Il a lâché prise. Il tombe toujours plus profond dans les affres de sa solitude, sans plus s'agripper aux mains tendues vers lui, ces mains qui de toute façon ne peuvent pas le porter, qui finiraient par le laisser glisser malgré elles… Il ne demande plus d'aide, plus d'amour, plus de pitié. Il n'a plus la force. Le monde est trop loin, tous ces gens sont des étrangers dont il ne saisit plus ni la manière de penser ni les intentions.
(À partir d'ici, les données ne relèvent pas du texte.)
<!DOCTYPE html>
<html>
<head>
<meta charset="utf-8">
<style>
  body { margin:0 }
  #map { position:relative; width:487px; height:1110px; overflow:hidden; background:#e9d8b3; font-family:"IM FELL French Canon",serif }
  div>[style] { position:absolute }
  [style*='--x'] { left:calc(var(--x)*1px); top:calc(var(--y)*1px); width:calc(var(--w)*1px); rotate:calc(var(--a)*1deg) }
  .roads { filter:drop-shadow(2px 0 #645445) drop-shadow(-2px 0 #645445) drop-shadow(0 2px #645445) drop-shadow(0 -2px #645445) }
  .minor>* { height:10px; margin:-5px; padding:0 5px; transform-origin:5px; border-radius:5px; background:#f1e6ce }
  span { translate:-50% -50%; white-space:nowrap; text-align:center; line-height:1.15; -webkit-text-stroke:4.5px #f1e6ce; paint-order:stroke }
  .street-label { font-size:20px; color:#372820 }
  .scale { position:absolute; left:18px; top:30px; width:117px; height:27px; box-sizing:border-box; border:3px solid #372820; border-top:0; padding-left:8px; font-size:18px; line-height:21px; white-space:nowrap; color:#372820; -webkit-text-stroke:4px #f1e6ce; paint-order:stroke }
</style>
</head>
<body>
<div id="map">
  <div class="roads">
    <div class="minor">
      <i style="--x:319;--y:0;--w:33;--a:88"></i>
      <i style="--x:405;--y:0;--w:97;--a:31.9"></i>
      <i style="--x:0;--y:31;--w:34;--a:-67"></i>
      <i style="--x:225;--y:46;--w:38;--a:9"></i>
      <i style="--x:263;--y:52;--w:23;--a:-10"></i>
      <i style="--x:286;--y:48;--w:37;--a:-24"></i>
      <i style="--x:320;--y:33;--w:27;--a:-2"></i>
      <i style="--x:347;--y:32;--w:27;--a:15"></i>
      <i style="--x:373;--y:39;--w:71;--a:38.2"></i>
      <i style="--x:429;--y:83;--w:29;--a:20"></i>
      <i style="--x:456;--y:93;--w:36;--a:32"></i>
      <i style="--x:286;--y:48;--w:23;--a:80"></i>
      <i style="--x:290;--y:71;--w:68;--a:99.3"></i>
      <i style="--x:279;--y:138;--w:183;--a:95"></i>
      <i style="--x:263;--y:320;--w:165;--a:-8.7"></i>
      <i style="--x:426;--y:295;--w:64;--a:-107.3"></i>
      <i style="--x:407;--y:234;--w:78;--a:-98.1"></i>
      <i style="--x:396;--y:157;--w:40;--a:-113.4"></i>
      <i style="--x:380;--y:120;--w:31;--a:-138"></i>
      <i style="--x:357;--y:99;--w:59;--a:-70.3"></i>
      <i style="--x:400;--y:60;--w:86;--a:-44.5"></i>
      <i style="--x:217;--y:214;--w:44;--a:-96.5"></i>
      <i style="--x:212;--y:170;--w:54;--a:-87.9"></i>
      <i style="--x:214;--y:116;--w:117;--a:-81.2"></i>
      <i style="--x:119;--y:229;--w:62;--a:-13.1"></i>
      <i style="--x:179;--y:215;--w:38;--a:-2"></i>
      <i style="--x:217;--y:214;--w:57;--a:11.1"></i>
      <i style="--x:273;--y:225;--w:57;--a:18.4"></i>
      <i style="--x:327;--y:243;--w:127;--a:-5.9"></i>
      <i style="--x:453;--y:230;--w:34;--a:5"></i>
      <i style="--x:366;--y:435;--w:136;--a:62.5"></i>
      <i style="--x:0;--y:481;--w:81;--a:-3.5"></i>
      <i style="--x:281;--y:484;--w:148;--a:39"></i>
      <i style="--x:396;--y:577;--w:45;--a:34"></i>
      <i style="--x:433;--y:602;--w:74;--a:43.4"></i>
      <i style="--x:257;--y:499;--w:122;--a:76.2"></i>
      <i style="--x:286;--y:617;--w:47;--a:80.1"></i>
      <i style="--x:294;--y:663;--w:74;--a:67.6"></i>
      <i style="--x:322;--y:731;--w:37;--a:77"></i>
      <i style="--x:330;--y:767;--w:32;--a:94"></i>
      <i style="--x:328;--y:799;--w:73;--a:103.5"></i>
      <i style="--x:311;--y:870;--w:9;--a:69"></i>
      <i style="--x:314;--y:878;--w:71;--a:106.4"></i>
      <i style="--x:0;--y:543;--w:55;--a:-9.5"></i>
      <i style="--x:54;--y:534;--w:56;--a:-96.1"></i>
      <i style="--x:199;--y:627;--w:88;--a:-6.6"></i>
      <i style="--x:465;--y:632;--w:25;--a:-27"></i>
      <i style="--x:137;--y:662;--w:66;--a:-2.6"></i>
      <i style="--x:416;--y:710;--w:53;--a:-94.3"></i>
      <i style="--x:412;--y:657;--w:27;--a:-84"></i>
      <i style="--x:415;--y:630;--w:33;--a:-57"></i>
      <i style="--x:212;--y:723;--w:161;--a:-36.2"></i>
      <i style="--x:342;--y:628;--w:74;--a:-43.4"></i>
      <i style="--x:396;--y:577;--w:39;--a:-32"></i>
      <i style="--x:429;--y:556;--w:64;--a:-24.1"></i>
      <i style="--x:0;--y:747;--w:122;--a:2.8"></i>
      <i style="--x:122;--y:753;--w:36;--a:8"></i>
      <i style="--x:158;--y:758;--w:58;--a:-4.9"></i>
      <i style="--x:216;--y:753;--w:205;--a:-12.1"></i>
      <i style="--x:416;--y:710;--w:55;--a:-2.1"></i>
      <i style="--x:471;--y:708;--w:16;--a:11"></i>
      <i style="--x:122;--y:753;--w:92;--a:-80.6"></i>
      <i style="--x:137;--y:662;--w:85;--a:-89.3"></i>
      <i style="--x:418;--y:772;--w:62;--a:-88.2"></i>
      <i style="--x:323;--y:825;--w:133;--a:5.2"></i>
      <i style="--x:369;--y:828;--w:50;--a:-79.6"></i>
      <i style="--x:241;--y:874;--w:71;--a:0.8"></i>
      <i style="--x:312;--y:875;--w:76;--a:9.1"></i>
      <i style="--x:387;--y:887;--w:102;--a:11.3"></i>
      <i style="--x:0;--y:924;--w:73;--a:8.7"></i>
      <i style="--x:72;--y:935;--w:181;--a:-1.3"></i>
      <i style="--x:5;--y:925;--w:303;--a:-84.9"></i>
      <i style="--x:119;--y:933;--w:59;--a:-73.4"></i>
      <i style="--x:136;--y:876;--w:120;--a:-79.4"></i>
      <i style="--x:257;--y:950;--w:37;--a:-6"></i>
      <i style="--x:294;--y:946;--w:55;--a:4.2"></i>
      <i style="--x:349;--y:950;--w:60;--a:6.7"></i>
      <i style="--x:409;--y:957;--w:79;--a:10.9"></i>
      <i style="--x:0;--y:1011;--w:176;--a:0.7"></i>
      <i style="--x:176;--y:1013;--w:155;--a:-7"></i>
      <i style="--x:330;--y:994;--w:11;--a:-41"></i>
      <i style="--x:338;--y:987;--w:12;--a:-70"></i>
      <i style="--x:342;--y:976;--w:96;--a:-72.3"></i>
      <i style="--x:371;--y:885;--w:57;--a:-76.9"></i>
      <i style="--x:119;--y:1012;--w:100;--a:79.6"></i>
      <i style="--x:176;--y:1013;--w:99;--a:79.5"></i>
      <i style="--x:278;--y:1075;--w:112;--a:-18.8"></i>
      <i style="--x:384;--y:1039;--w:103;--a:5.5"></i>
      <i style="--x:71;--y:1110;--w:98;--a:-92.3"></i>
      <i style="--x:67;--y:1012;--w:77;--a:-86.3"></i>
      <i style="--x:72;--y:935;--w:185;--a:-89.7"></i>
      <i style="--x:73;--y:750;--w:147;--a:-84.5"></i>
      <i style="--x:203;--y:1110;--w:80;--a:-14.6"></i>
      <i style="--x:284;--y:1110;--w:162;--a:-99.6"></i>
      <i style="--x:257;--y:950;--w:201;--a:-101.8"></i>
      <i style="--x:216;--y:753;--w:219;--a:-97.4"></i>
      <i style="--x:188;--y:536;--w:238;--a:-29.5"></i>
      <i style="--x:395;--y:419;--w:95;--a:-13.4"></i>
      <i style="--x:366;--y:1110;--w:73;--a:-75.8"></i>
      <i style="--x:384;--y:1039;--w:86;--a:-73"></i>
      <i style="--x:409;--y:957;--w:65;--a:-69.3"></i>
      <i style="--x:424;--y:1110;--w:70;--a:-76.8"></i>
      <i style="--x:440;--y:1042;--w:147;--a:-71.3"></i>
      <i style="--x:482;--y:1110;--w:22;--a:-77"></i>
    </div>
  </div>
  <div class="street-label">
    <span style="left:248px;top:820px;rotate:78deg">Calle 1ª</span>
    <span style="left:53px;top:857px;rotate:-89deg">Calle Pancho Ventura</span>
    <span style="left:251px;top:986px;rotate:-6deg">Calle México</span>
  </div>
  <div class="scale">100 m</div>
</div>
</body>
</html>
Et lui, dans ce chaos inintelligible, ce n'est qu'une poussière perdue dont le cri s'éteint.
Laissez moi m'ensevelir dans ce désert d'amertume.
Le monde est trop loin.
Je suis… sauvage.
Un texte qui ne peut laisser insensible ...parfois des situations font que ... et suite à cela ... la dépression ... décrochage du système ...un engrenage ... Par contre pour certains c'est voulu ... J' ai discuté avec un individu, pas loin de chez moi ... " au pied d'une supérette ...de ses propres mots " il se satisfait de cet état ... on lui a pourtant tendu la main . ... on lui a proposé du travail , mais il préfère ses 80 euros par jour à mendier ... plutôt qu'une situation stable ?? ça interpelle quand même ... toujours être à l'écoute de gens en difficultés ... et ne jamais porter de jugement ... pourquoi la vie bascule un jour ??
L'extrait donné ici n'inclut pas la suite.